● **Material for this task**
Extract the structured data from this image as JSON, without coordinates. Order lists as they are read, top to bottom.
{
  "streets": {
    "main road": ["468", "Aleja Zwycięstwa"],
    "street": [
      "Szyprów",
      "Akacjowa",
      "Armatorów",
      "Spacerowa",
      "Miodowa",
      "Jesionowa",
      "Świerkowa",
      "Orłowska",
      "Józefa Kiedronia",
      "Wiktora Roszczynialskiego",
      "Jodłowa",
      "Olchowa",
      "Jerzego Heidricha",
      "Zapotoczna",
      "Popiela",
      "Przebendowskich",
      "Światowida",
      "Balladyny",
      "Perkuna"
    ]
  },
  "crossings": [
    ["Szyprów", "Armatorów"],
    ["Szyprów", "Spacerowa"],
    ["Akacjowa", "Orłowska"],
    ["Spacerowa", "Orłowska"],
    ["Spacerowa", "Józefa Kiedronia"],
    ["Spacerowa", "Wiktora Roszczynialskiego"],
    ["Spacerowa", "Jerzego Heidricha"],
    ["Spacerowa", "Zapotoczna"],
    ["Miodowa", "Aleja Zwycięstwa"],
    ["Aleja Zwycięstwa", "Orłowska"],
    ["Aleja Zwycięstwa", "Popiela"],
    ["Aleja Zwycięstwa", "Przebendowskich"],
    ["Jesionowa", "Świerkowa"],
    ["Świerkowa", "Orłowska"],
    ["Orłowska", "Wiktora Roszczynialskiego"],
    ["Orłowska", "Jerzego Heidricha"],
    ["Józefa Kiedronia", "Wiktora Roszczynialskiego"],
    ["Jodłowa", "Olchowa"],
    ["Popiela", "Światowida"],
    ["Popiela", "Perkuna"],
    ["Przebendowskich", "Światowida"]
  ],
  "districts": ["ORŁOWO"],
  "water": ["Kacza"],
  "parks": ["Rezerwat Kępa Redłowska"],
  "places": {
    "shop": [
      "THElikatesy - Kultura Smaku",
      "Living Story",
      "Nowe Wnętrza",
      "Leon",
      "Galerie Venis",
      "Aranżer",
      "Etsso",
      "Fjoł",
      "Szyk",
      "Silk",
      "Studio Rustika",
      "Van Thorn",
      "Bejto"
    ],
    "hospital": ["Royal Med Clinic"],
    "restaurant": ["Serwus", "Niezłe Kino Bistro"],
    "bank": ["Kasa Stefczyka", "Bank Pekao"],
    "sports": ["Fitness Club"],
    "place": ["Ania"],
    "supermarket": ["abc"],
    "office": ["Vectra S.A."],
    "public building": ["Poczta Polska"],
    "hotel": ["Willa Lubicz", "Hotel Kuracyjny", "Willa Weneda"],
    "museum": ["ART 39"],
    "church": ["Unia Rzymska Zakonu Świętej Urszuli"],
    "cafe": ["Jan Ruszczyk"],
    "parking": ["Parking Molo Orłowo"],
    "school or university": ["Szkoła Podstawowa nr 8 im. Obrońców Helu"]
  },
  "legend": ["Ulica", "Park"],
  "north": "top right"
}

● **Activity**
The records above need copying. Do it exactly.

● **Completed exercise**
Extract the structured data from this image as JSON, without coordinates. Order lists as they are read, top to bottom.
{
  "streets": {
    "main road": ["468", "Aleja Zwycięstwa"],
    "street": [
      "Szyprów",
      "Akacjowa",
      "Armatorów",
      "Spacerowa",
      "Miodowa",
      "Jesionowa",
      "Świerkowa",
      "Orłowska",
      "Józefa Kiedronia",
      "Wiktora Roszczynialskiego",
      "Jodłowa",
      "Olchowa",
      "Jerzego Heidricha",
      "Zapotoczna",
      "Popiela",
      "Przebendowskich",
      "Światowida",
      "Balladyny",
      "Perkuna"
    ]
  },
  "crossings": [
    ["Szyprów", "Armatorów"],
    ["Szyprów", "Spacerowa"],
    ["Akacjowa", "Orłowska"],
    ["Spacerowa", "Orłowska"],
    ["Spacerowa", "Józefa Kiedronia"],
    ["Spacerowa", "Wiktora Roszczynialskiego"],
    ["Spacerowa", "Jerzego Heidricha"],
    ["Spacerowa", "Zapotoczna"],
    ["Miodowa", "Aleja Zwycięstwa"],
    ["Aleja Zwycięstwa", "Orłowska"],
    ["Aleja Zwycięstwa", "Popiela"],
    ["Aleja Zwycięstwa", "Przebendowskich"],
    ["Jesionowa", "Świerkowa"],
    ["Świerkowa", "Orłowska"],
    ["Orłowska", "Wiktora Roszczynialskiego"],
    ["Orłowska", "Jerzego Heidricha"],
    ["Józefa Kiedronia", "Wiktora Roszczynialskiego"],
    ["Jodłowa", "Olchowa"],
    ["Popiela", "Światowida"],
    ["Popiela", "Perkuna"],
    ["Przebendowskich", "Światowida"]
  ],
  "districts": ["ORŁOWO"],
  "water": ["Kacza"],
  "parks": ["Rezerwat Kępa Redłowska"],
  "places": {
    "shop": [
      "THElikatesy - Kultura Smaku",
      "Living Story",
      "Nowe Wnętrza",
      "Leon",
      "Galerie Venis",
      "Aranżer",
      "Etsso",
      "Fjoł",
      "Szyk",
      "Silk",
      "Studio Rustika",
      "Van Thorn",
      "Bejto"
    ],
    "hospital": ["Royal Med Clinic"],
    "restaurant": ["Serwus", "Niezłe Kino Bistro"],
    "bank": ["Kasa Stefczyka", "Bank Pekao"],
    "sports": ["Fitness Club"],
    "place": ["Ania"],
    "supermarket": ["abc"],
    "office": ["Vectra S.A."],
    "public building": ["Poczta Polska"],
    "hotel": ["Willa Lubicz", "Hotel Kuracyjny", "Willa Weneda"],
    "museum": ["ART 39"],
    "church": ["Unia Rzymska Zakonu Świętej Urszuli"],
    "cafe": ["Jan Ruszczyk"],
    "parking": ["Parking Molo Orłowo"],
    "school or university": ["Szkoła Podstawowa nr 8 im. Obrońców Helu"]
  },
  "legend": ["Ulica", "Park"],
  "north": "top right"
}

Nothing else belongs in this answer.